AIエンジニア 安野たかひろさんに学ぶ「周囲を巻き込むコミュニケーション」:仕事が「つまんない」ままでいいの?(115)(1/2 ページ)
エンジニアは、周囲と良好な関係を築き、時に協力しながら、巻き込みながらものごとを進めていきます。そのためには、何を意識したらいいのでしょうか。都知事選に出馬されたAIエンジニア 安野たかひろさんのプレゼンテーションから学びます。
「東京都知事選挙、早く終わらないかなぁ」――誤解を恐れず正直な気持ちをお話しすると、ぶっちゃけ、こう思っていました。6月下旬のことです。
だからといって、都知事選にまったく興味がなかったわけではありません。僕は新潟県民なので投票権はないものの、東京は日本でもっとも人口が多い都市です。その影響はきっと地方にもあるでしょう。また、都知事選には著名人も多く出馬しています。「次の都知事は誰になるのかな?」といった、小さな関心はありました。
ですが、僕は選挙中の雰囲気がどうしても好きになれませんでした。自分の正しさを主張するために他の候補者を批判したり、嫌みを言ったりする言動があまり好きではないからです。また、ネット上でも「○○候補の□□はけしからん!」といった、ネガティブな声があふれます。見たくなくても、自然と目に入ってしまいます。
そのために、早く平穏な日常に戻ってほしかったのです。でも……。
実は、終盤の数日は少し気持ちが変わりました。それは、知人から、AI(人工知能)エンジニア 安野たかひろさんの「人が巻き込まれていく面白さ」の話を伺ったからです。僕は安野さんのことを存じ上げていませんでしたが、彼のプレゼンテーションを聞いたら確かに興味が湧いたのです。
そこで今回は、安野さんの「AIエンジニア発、コミュニケーションの話」をしてみます(選挙結果の是非や政策の話には触れません)。
「AIエンジニア発のコミュニケーション」は、なぜかスーッと入ってくる
先の知人によれば、「安野さんの存在の広がり方は、他の候補者とは違う」そうです。知人の言葉をそのまま借りると……。
「選挙といえば普通は、大物政治家や著名人が駆け付けては『○○さんをお願いします!』と大きな声を張り上げるじゃないですか。でも、安野さんたちは違うんです。安野さんの友達が応援しているんです。あと、奥さんのプレゼンも秀逸なんです。『安野たかひろはけんかができない』なんて言うんですよ。普通、選挙のときにそんなこと言います?」
この話を伺った段階では、まだ「へぇ、そうなんですか〜」という感じでした。でも、気になったのでネットで調べてみたんです。そして何本か街頭演説の動画を見てみると……。
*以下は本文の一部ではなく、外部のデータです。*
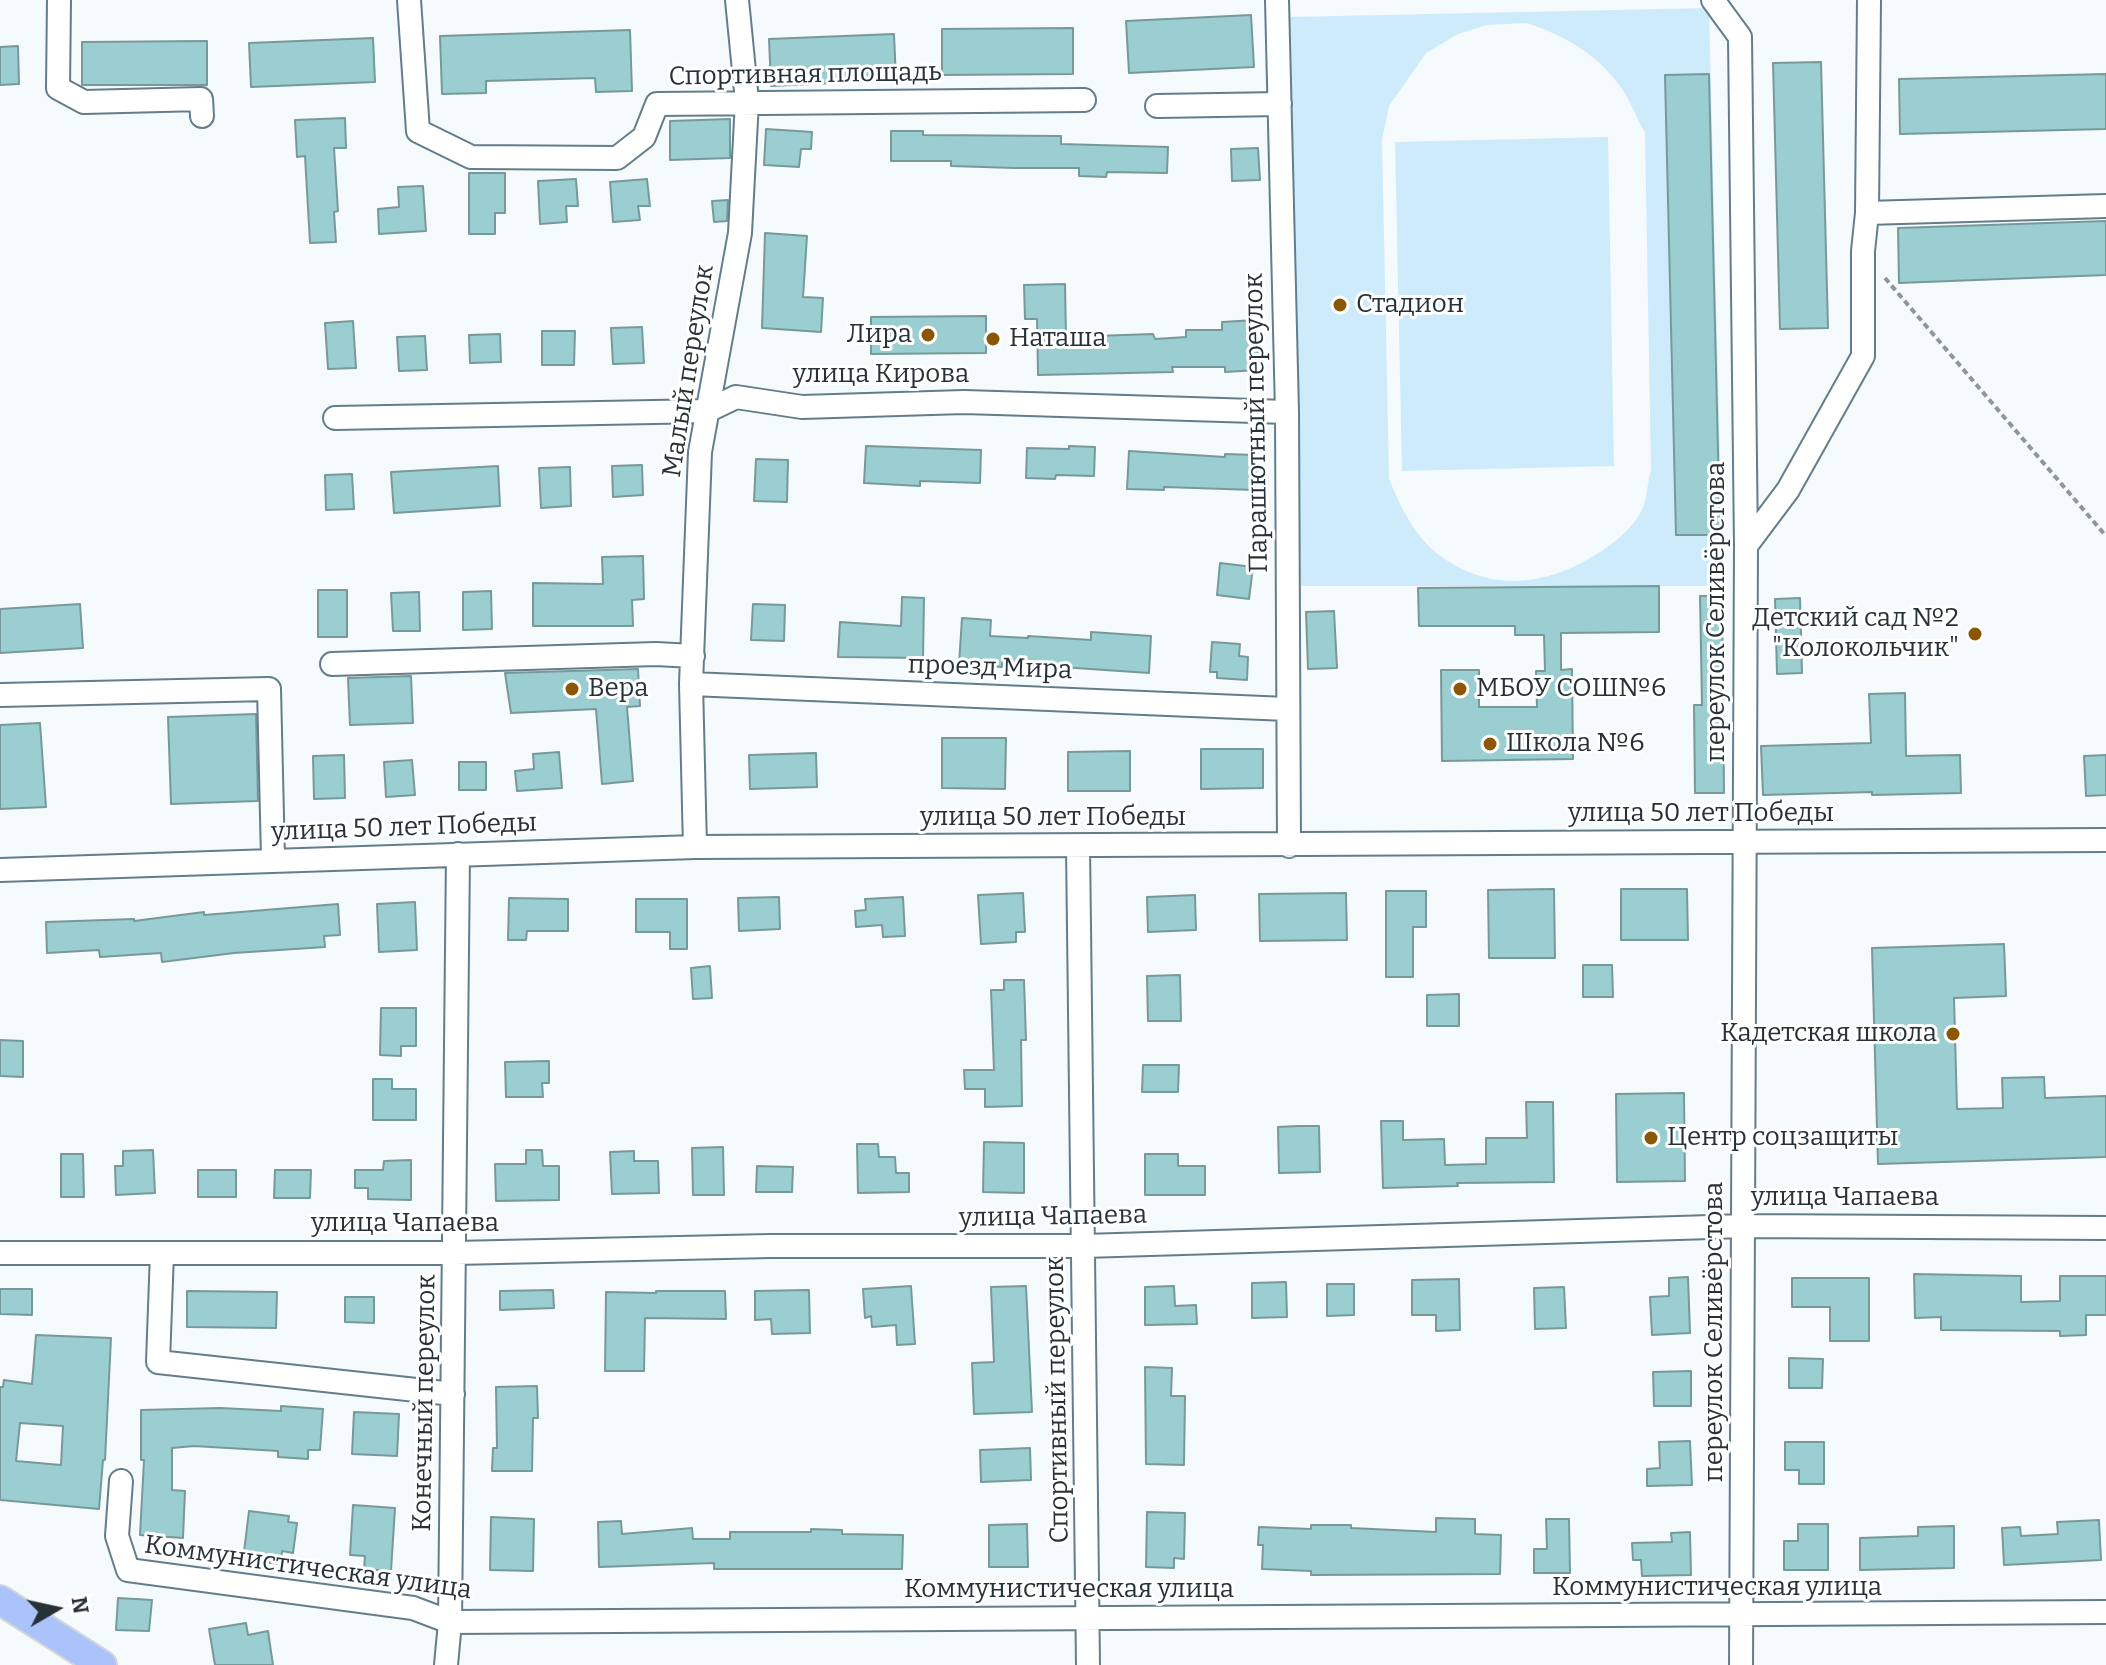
<!DOCTYPE html>
<meta charset="utf-8">
<style>
body{margin:0}
#map{position:relative;width:2106px;height:1665px;overflow:hidden;background:#f5fafd;font-family:Bitter,serif}
canvas{display:block}
.north{position:absolute;left:16px;top:1569px;width:80px;height:80px;-webkit-text-stroke:6px #fff;paint-order:stroke;rotate:81deg;font-size:22px;font-weight:700;line-height:32px;text-align:center;color:#273238}
.north::after{content:'';display:block;margin:auto;width:28px;height:36px;background:#273238;clip-path:polygon(50% 0,100% 100%,50% 72%,0 100%)}
</style>
<div id="map">
<canvas width="2106" height="1665"></canvas>
<div class="north">N</div>
</div>
<script>
const ctx = document.querySelector('canvas').getContext('2d');
ctx.lineJoin = 'round';
function paint(path, color) { ctx.fillStyle = color; ctx.fill(path, 'evenodd'); }
function trace(path, color, width, dash) { ctx.strokeStyle = color; ctx.lineWidth = width; ctx.lineCap = dash ? 'butt' : 'round'; ctx.setLineDash(dash || []); ctx.stroke(path); }
function label(font, color, halo, rows, align = 'center') {
  ctx.font = font + ' Bitter,serif'; ctx.lineWidth = 6; ctx.setLineDash([]); ctx.textBaseline = 'middle'; ctx.strokeStyle = halo; ctx.fillStyle = color; for (const [text, x, y, turn = 0] of rows) {
    ctx.save(); ctx.translate(x, y); ctx.rotate((+turn || 0) * Math.PI / 180); ctx.textAlign = isNaN(turn) ? turn : align; if (halo) ctx.strokeText(text, 0, 0); ctx.fillText(text, 0, 0); ctx.restore();
  }
}
const green = new Path2D(`
 M1709 8 1723 586H1301L1289 17ZM1526 23C1564 35 1598 54 1622 89 1631 102 1637 119 1645 133L1651 469C1648 481 1647 494 1644 505 1637 524 1619 539 1603 550 1551 585 1493 595 1439 555 1415 537 1400 506 1389 479L1382 140 1389 106 1426 53 1458 34 1487 25Z
 M1608 137 1614 466 1402 471 1395 142Z`);
const building = new Path2D(`
 M1251 15 1254 67 1129 73 1126 21Z
 M1073 28V74L942 75V29Z
 M630 30 632 91 596 92 595 78 486 81V93L442 94 440 36Z
 M894 34 896 80 771 86 769 39Z
 M373 38 375 82 251 87 249 43Z
 M207 41V85H82V42Z
 M18 46 19 84 0 85V47Z
 M1821 62 1828 328 1780 329 1773 63Z
 M1709 74 1720 535H1676L1665 75Z
 M2106 74V129L1900 134 1899 79Z
 M345 118 346 148H334L338 211 334 212 336 242 310 243 305 156 297 157 295 120Z
 M730 119V158L670 160V121Z
 M766 129 812 132 811 149H801L799 167 764 165Z
 M891 131H923V135L1061 136V144L1168 147 1167 173 1107 172 1106 177 1079 176V168H1014L951 166V161H891Z
 M1258 148 1260 180 1232 181 1231 149Z
 M469 173H505V213H495V234H469Z
 M576 179 578 206H566L567 222 540 224 538 181Z
 M647 179 650 206H638L640 220 613 222 610 182Z
 M423 186 426 231 379 234 378 209 399 207 398 187Z
 M728 200 727 221 714 222 712 201Z
 M2106 221V275L1899 283 1898 228Z
 M765 233 807 236 803 297 823 298 821 332 762 328Z
 M1065 284 1066 337 1153 334 1155 339 1186 337V330H1222V322L1256 320 1259 370 1225 372V367H1172L1173 372 1038 375 1037 319H1025L1024 285Z
 M986 316V353L871 354V317Z
 M353 321 356 368 328 369 325 323Z
 M642 327 644 363 613 364 611 328Z
 M542 331H575L574 365H542Z
 M500 334 501 362 470 363 469 335Z
 M425 336 427 370 399 371 397 337Z
 M866 446 981 450 980 483 920 481V486L864 483Z
 M1069 446 1095 447 1094 476 1056 475 1055 479 1026 478 1027 448 1069 449Z
 M1129 451 1225 457V454L1256 455 1255 490 1164 487V490L1127 489Z
 M756 459 788 460 787 502 754 501Z
 M642 465 643 495 613 497 612 466Z
 M498 466 500 506 394 513 391 472Z
 M570 467 571 506 541 508 539 468Z
 M352 474 354 509 326 510 325 475Z
 M643 556 644 599 632 600 633 626H533V583L603 584 602 557Z
 M1220 563 1253 567 1249 599 1217 595Z
 M1659 586V632L1561 633V670L1572 669 1573 759 1442 761 1441 670H1479V707H1537L1536 671H1545L1544 635H1515V626H1419L1418 588Z
 M318 590H347V637H318Z
 M491 591 492 629 463 630V592Z
 M419 592 420 631H393L391 593Z
 M1700 596H1722L1724 793H1695L1694 705H1702Z
 M902 597 924 598 923 658 838 657 840 622 901 626Z
 M1800 598 1802 673 1777 674 1775 599Z
 M80 604 83 648 0 653V609Z
 M753 604 785 605 784 641 751 640Z
 M1334 611 1337 668 1308 669 1306 612Z
 M962 618 991 620 990 636 1028 638V636L1091 640V632L1151 636 1149 673 1002 663V667L959 664Z
 M1212 642 1240 644 1239 656 1248 657 1247 680 1217 678V672H1210Z
 M638 669 640 706 627 707 633 781 602 784 596 709 511 713 505 673Z
 M411 676 413 723 350 725 348 678Z
 M1905 693 1906 756 1960 755 1961 793 1872 795V792L1763 795 1761 746 1871 743 1869 694Z
 M256 714 258 801 171 804 168 717Z
 M40 723 46 807 0 809V725Z
 M942 738H1006L1005 789 942 788Z
 M1201 749H1263V788L1201 789Z
 M1130 751V791H1068V752Z
 M559 752 562 788 517 791 515 771 534 769 533 754Z
 M816 753 817 787 750 789 749 755Z
 M344 755 345 798 314 799 313 756Z
 M2106 755V795L2086 796 2084 756Z
 M412 760 415 795 386 797 384 762Z
 M459 762H486V790H459Z
 M1554 889 1555 958H1489L1488 890Z
 M1621 889H1687L1688 940H1621Z
 M1386 891H1426V927H1413V977H1386Z
 M1023 893 1025 932H1016V942L981 944 978 895Z
 M1346 893 1347 940 1260 941 1259 894Z
 M1195 895 1196 930 1148 932 1147 897Z
 M779 897 780 929 739 931 738 898Z
 M903 897 905 936 883 937 882 925 856 927 855 911 866 910 865 899Z
 M509 898 568 899V931H527L526 940H508Z
 M636 899H687V949H670V932H636Z
 M415 902 417 950 379 952 377 904Z
 M338 904 340 935 324 936 325 947 234 953 162 962 161 953 100 957 99 950 47 953 46 922 134 919V921L204 912V915Z
 M2004 944 2006 996 1954 998 1957 1109 2003 1108 2002 1078 2044 1077 2045 1098 2106 1096V1157L1878 1164 1872 948Z
 M1583 965H1612L1613 997H1583Z
 M710 966 712 998 693 999 691 968Z
 M1180 975 1181 1021H1148L1147 976Z
 M1004 980H1024L1026 1040H1021L1022 1106 985 1107V1089H965L964 1070H994L991 990H1004Z
 M1459 994V1026H1427V995Z
 M381 1008H416V1046H401V1056L380 1055Z
 M0 1040 23 1041V1077L0 1076Z
 M549 1061V1083H542L543 1097H506L505 1062Z
 M1143 1065H1179L1178 1092H1142Z
 M373 1079H392V1089H416V1120H373Z
 M1684 1093 1685 1181 1617 1182 1616 1094Z
 M1526 1102H1553L1554 1182 1457 1183 1458 1186 1383 1188 1381 1121H1403V1140L1444 1139 1445 1165 1486 1164V1138H1527Z
 M1298 1126H1319L1320 1172 1279 1173 1278 1127Z
 M984 1142 1024 1143V1193L983 1192Z
 M857 1144H878L879 1157H895L896 1173H909V1192L858 1193Z
 M723 1147 724 1195H693L692 1148Z
 M153 1150 155 1193 116 1195 115 1166H123V1151Z
 M526 1150H542L543 1166H559V1200L496 1201 495 1164H526Z
 M634 1151V1161H658L659 1193 612 1194 610 1152Z
 M61 1154H83L84 1197H61Z
 M1145 1154H1178V1166H1205V1195H1145Z
 M411 1160V1200L368 1199V1188H355V1170H383L384 1161Z
 M757 1166 793 1167 792 1192H756Z
 M198 1170H236V1197H198Z
 M275 1170H311L310 1198H274Z
 M1914 1274 2021 1276V1302L2060 1301V1276H2106V1315H2086V1335L2060 1336V1331L1941 1330V1317L1915 1318Z
 M1688 1277 1690 1333 1652 1335 1650 1297 1669 1296V1278Z
 M1792 1278H1869V1341H1830V1307H1792Z
 M1459 1279 1460 1330 1436 1331V1315H1412V1280Z
 M1286 1282 1287 1317 1252 1318V1283Z
 M1327 1284H1354V1315L1327 1316Z
 M911 1286 915 1344 897 1345 896 1325 872 1327 871 1316 865 1318 863 1289Z
 M1026 1286 1032 1412 974 1414 972 1363 994 1362 991 1287Z
 M1174 1286 1175 1306 1196 1305 1197 1324 1145 1325V1287Z
 M1564 1287 1566 1328 1535 1329 1534 1288Z
 M0 1289H32V1315L0 1314Z
 M553 1290 554 1308 500 1310V1291Z
 M809 1290 810 1333 772 1334 771 1319 755 1320V1291Z
 M187 1291 277 1292 276 1328 187 1327Z
 M656 1291H725L726 1319 645 1318 644 1371H605L606 1292 656 1293Z
 M345 1297H374V1323L345 1322Z
 M36 1335 111 1338 105 1460H103L99 1509 0 1500V1387H3L4 1380 32 1384ZM20 1423 63 1426 61 1465 16 1461Z
 M1789 1358 1823 1359 1822 1388H1789Z
 M1145 1367 1172 1368 1171 1396H1185L1184 1465 1146 1464Z
 M1691 1371V1406H1654L1653 1372Z
 M537 1386 538 1418H533L532 1471H492L493 1448H497L496 1387Z
 M281 1406 323 1409 320 1450H308V1459L278 1457V1451L194 1446 172 1448V1490L185 1491 183 1538 140 1535 144 1460H141V1410L220 1408 281 1411Z
 M354 1412 399 1414 397 1456 352 1454Z
 M1690 1441 1692 1485 1647 1486V1469L1660 1468 1659 1442Z
 M1785 1442H1824V1484H1799V1470H1785Z
 M1030 1448 1031 1480 981 1482 980 1450Z
 M353 1505 395 1508 391 1571 364 1569 365 1556 350 1555Z
 M249 1511 289 1516 288 1522 297 1523 293 1553 282 1551 281 1564 243 1560Z
 M1147 1512 1185 1513 1184 1559 1174 1558V1568L1146 1567Z
 M491 1517 534 1519 533 1571 490 1570Z
 M1436 1518 1475 1519V1534L1501 1535 1500 1574 1311 1575V1571L1262 1569 1263 1545H1258L1259 1527 1311 1529V1525H1351V1528L1436 1532Z
 M1546 1519H1569L1570 1573H1534V1549H1547Z
 M2099 1520 2101 1560 2004 1565 2002 1528 2020 1527 2021 1536 2058 1534 2057 1522Z
 M621 1521 622 1534 692 1528 693 1539H730V1532H811V1529L842 1530V1534L903 1535 902 1569H714V1563L599 1567 598 1522Z
 M1027 1524 1028 1567H989V1525Z
 M1798 1524H1828V1570H1784V1541H1798Z
 M1954 1526V1568L1860 1570V1538L1918 1536V1527Z
 M1690 1532 1691 1575 1642 1576 1641 1560H1633L1632 1543 1672 1542 1671 1533Z
 M118 1598 152 1600 149 1631 116 1630Z
 M246 1623 248 1635 268 1631 273 1665H215L209 1629Z`);
const path = new Path2D(`
 M1885 278 2106 536`);
const minor = new Path2D(`
 M59 0 58 88 84 102 201 99 202 116
 M409 0 418 131 471 157 617 158 644 137 657 104 1084 100
 M1277 0 1287 412 1289 846
 M1713 0 1740 37 1746 546 1741 1665
 M1869 0 1867 213 2106 206
 M1157 106 1280 104
 M335 418 707 411 736 397 802 407 964 402 1287 412
 M1746 546 1788 490 1863 356V251L1867 213
 M332 664 656 654 693 656
 M691 684 1287 709
 M0 695 269 689 273 859
 M1078 846 1088 1665
 M695 847 691 684 700 452 740 233 747 101 737 0
 M0 870 695 847 2106 840
 M0 1253H455L770 1246H1084L1744 1226 2106 1228
 M162 1253 158 1362 453 1394
 M121 1481 117 1536 128 1570 413 1608 450 1622 2106 1612
 M446 1665 450 1622 458 854`);
const major = new Path2D(`
 M0 1600 102 1665`);
const markers = [
 [1340,305,8,"#8b5605"],
 [928,335,8,"#8b5605"],
 [993,339,8,"#8b5605"],
 [1975,634,8,"#8b5605"],
 [572,689,8,"#8b5605"],
 [1460,689,8,"#8b5605"],
 [1490,744,8,"#8b5605"],
 [1953,1034,8,"#8b5605"],
 [1651,1138,8,"#8b5605"]
];
const streetNames = [
 ["Спортивная площадь",805,75,-1],
 ["Малый переулок",689,371,-81],
 ["улица Кирова",881,375],
 ["Парашютный переулок",1257,423,-91],
 ["переулок Селивёрстова",1717,612,-90],
 ["проезд Мира",990,668,2],
 ["улица 50 лет Победы",1701,814],
 ["улица 50 лет Победы",1053,818],
 ["улица 50 лет Победы",404,828,-2],
 ["улица Чапаева",1845,1198],
 ["улица Чапаева",1053,1217,-1],
 ["улица Чапаева",405,1224],
 ["переулок Селивёрстова",1715,1332,-90],
 ["Спортивный переулок",1058,1400,-91],
 ["Конечный переулок",425,1403,-89],
 ["Коммунистическая улица",308,1568,8],
 ["Коммунистическая улица",1717,1588],
 ["Коммунистическая улица",1069,1590]
];
const poiNames = [
 ["Стадион",1356,305],
 ["Лира",912,335,"right"],
 ["Наташа",1009,339],
 ["Детский сад №2",1959,619,"right"],
 ["\"Колокольчик\"",1959,649,"right"],
 ["Вера",588,689],
 ["МБОУ СОШ№6",1476,689],
 ["Школа №6",1506,744],
 ["Кадетская школа",1937,1034,"right"],
 ["Центр соцзащиты",1667,1138]
];
paint(green, '#cdebfb');
paint(building, '#9bced0');
trace(building, '#78999a', 2);
trace(minor, '#637d8b', 26);
trace(major, '#d4d6d7', 32);
trace(path, '#8e969a', 4, [6, 4]);
trace(minor, '#fff', 22);
trace(major, '#aac4fb', 28);
for (const [x, y, r, color] of markers) { const dot = new Path2D(); dot.arc(x, y, r, 0, 2 * Math.PI); ctx.fillStyle = color; ctx.fill(dot); trace(dot, '#fff', 3); }
label('26px', '#273238', '#fff', streetNames);
label('26px', '#273238', '#fff', poiNames, 'left');
</script>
知人の「安野さんの存在の広がり方は、他の候補者とは違う」という話に合点がいきました。安野さん自身の「話の分かりやすさ」はもちろんですが、ご友人の皆さんの話も、「清き一票を!」と声を張り上げるわけでも、お願いするわけでもないのに、話の内容がなぜかスーッと入ってくる。
この様子を見て思いました。「これは選挙だけではなく、仕事上で信頼関係を構築する上でも、とても大切なポイントが詰まっているのではないか?」と。
なぜならば、ビジネスやエンジニアリングの世界でやりたいことを実現し、そのための環境を整えていくには、自分の主張を分かりやすく伝えたり、周囲から理解を得て応援してもらったり、時に折衝したり……といったことが必要なケースが多いからです。